Action of colistin on the Gram-negative bacterial membrane. The cationic cyclic decapeptide structure of colistin binds with the anionic LPS molecules by displacing Mg²⁺ and Ca²⁺ from the outer cell membrane of Gram-negative bacteria, leading to permeability changes in the cell envelope and leakage of cell contents. LPS: lipopolysaccharides; PG: peptidoglycan; Dab: diaminobutyric acid (Dab); OM: outer membrane; IM: inner membrane. The scheme shows the five different mechanisms of antibacterial activity of colistin, namely; (A) Direct antibacterial colistin activity: the initial fusion of colistin with the bacterial membrane occurs via electrostatic interactions between the cationic diaminobutyric acid (Dab) residues of colistin and anionic phosphate groups on the lipid A moiety of LPS in the outer membrane, thus disrupting the bacterial outer and inner membranes and leads to cell lysis; (B) Anti-endotoxin colistin activity: The lipid A portion of LPS represents an endotoxin in Gram-negative bacteria.
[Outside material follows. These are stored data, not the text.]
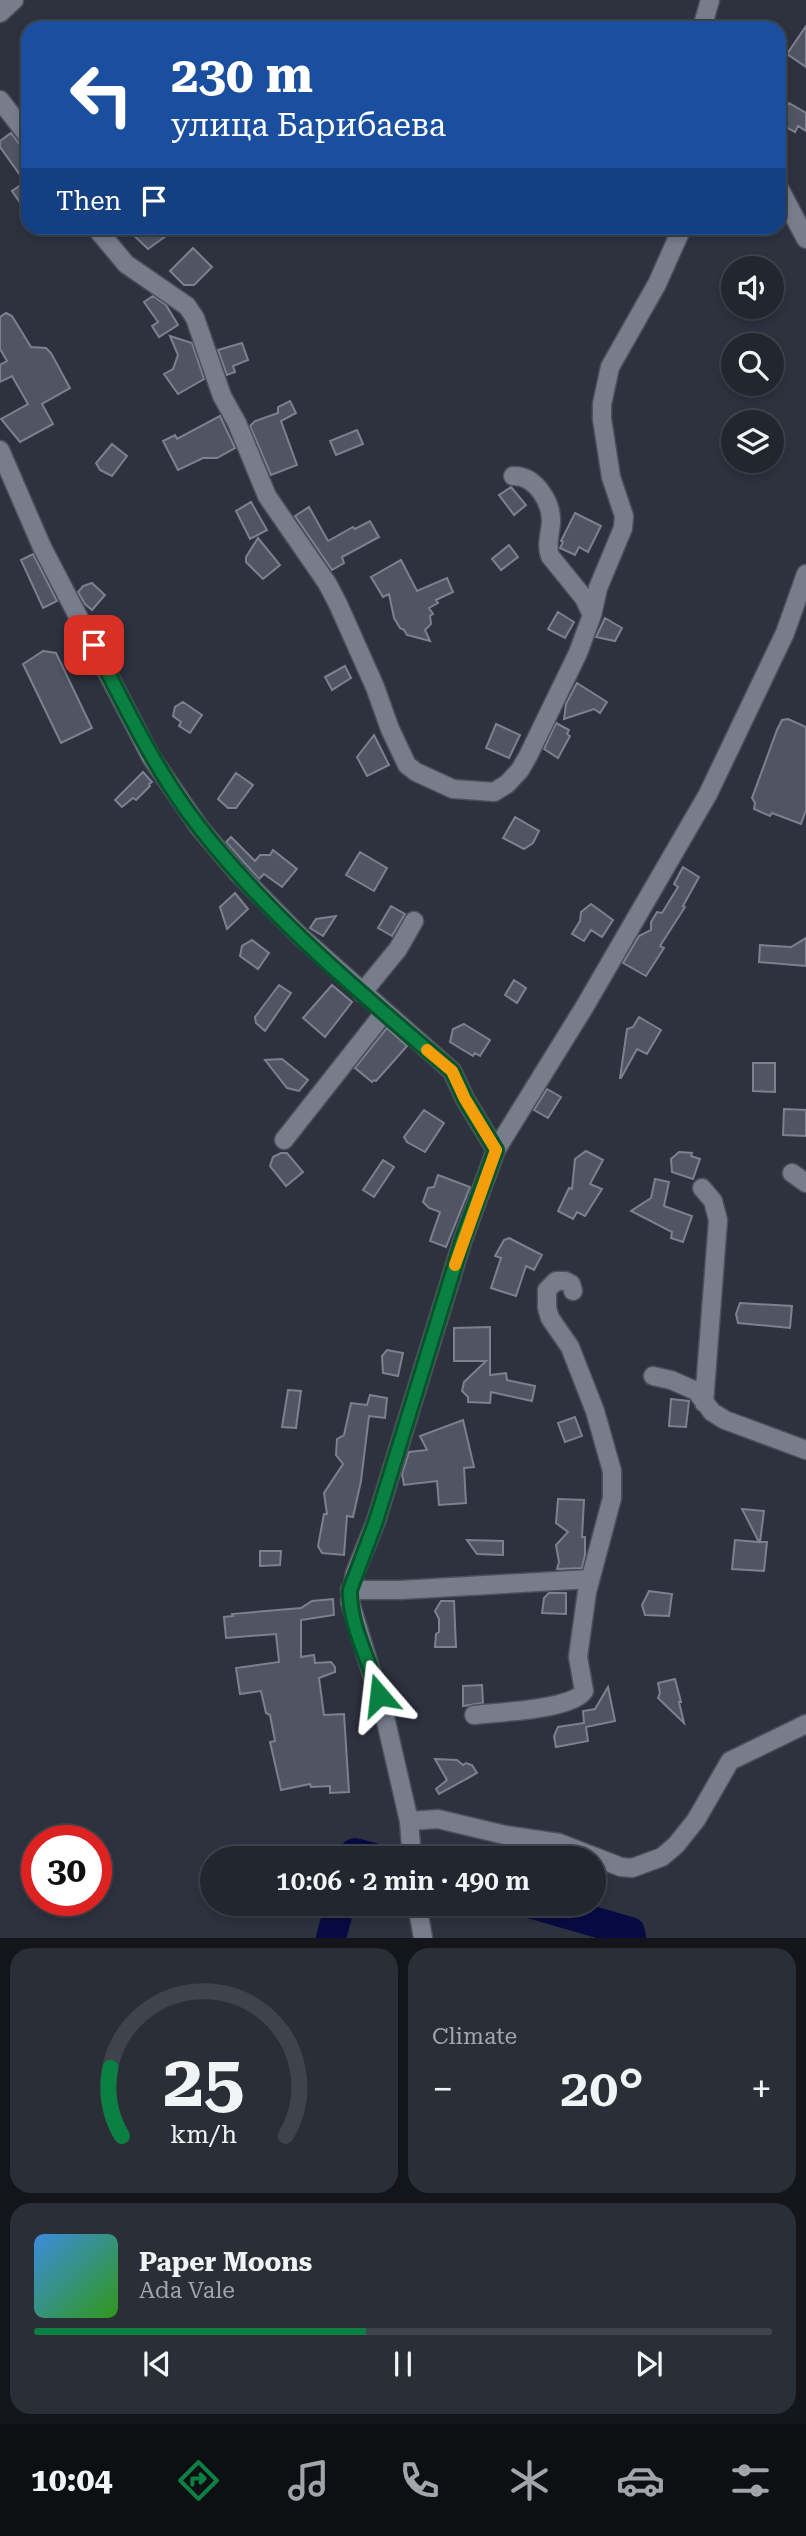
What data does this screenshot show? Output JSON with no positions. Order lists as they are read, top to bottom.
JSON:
{
  "page": {
    "turn": ["230 m", "улица Барибаева"],
    "then": "Then",
    "limit": "30",
    "trip": "10:06 · 2 min · 490 m",
    "tile": "Climate",
    "heat": ["−", "20°", "+"],
    "song": ["Paper Moons", "Ada Vale"],
    "tabs": "10:04",
    "gauge": ["25", "km/h"]
  }
}
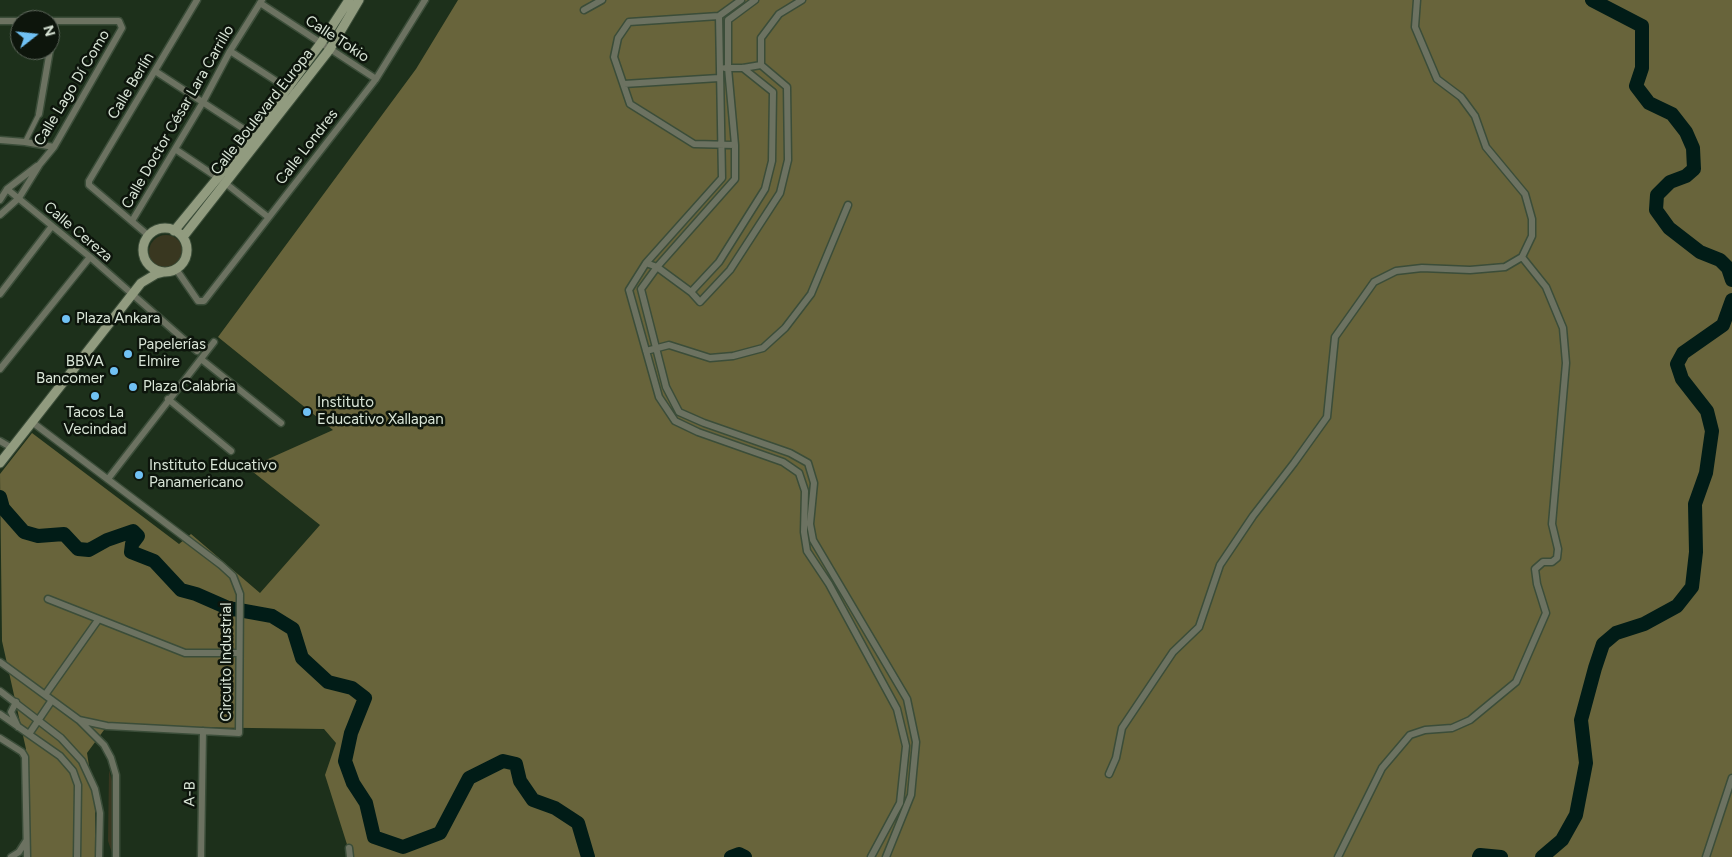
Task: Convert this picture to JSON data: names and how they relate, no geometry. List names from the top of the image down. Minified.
{"streets":{"main road":["Calle Boulevard Europa"],"street":["Calle Tokio","Calle Berlín","Calle Lago Dí Como","Calle Doctor César Lara Carrillo","Calle Londres","Calle Cereza","Circuito Industrial","A-B"]},"crossings":[["Calle Tokio","Calle Boulevard Europa"],["Calle Tokio","Calle Doctor César Lara Carrillo"],["Calle Tokio","Calle Londres"],["Calle Berlín","Calle Doctor César Lara Carrillo"],["Calle Lago Dí Como","Calle Cereza"],["Calle Boulevard Europa","Calle Londres"],["Circuito Industrial","A-B"]],"places":["Plaza Ankara","Papelerías Elmire","BBVA Bancomer","Plaza Calabria","Tacos La Vecindad","Instituto Educativo Xallapan","Instituto Educativo Panamericano"],"north":"right"}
Thus, colistin inhibits the endotoxin activity of lipid A by binding to and neutralizing the LPS molecules, thus suppress the induction of shock through the release of cytokines such as tumour necrosis factor-alpha (TNF-α) and Interleukin 8 (IL-8); (C) Vesicle-Vesicle contact pathway: colistin bind to anionic phospholipid vesicles after transiting the OM leads to the fusion of the inner leaflet of the outer membrane with the outer leaflet of the cytoplasmic membrane, leading to loss of phospholipids and cell death; (D) Hydroxyl radical death pathway: Colistin acts via the production of the reactive oxygen species (ROS) this is known as, Fenton reaction, causing damage of DNA, lipid, and protein, and end up with cell death; and (E) Inhibition of respiratory enzymes: the antibacterial colistin activity is via the inhibition of the vital respiratory enzymes. Figure created using Adobe Illustrator version CC 2019 (23.1.0).

Figure 4.

Scheme of colistin binding to lipid A. (A) a Schematic of the transfer of phosphoethanolamine to the 1-PO4 group of Hexa-acylated lipid A in the presence of MCR-1. (B) Models of colistin (blue sticks) binding to lipid A (left) or phosphoethanolamine-1΄-lipid A (right) (spheres coloured green, red, blue, and orange for C, O, N, and P atoms, respectively). a (left), The positively charged Dab colistin residues interact with the negatively-charged 1′ and 4′ phosphate groups of lipid A, reducing the net-negative charge of lipid A. The hydrophobic leucine residues and tail of colistin A bind with the fatty acid tails of lipid A, allowing the uptake of colistin A, and disrupt, the bacterial OM. b (right), a model of colistin binding to phosphoethanolamine-1΄-lipid A indicates the addition of positively charged phosphoethanolamine onto the 1′-PO₄ of lipid A likely interferes with the interaction of positively charged Dab8 and Dab9 side chains with the phosphate group, preventing colistin binding to the outer membrane of GNB. The model B is adapted from Yang et al. [74].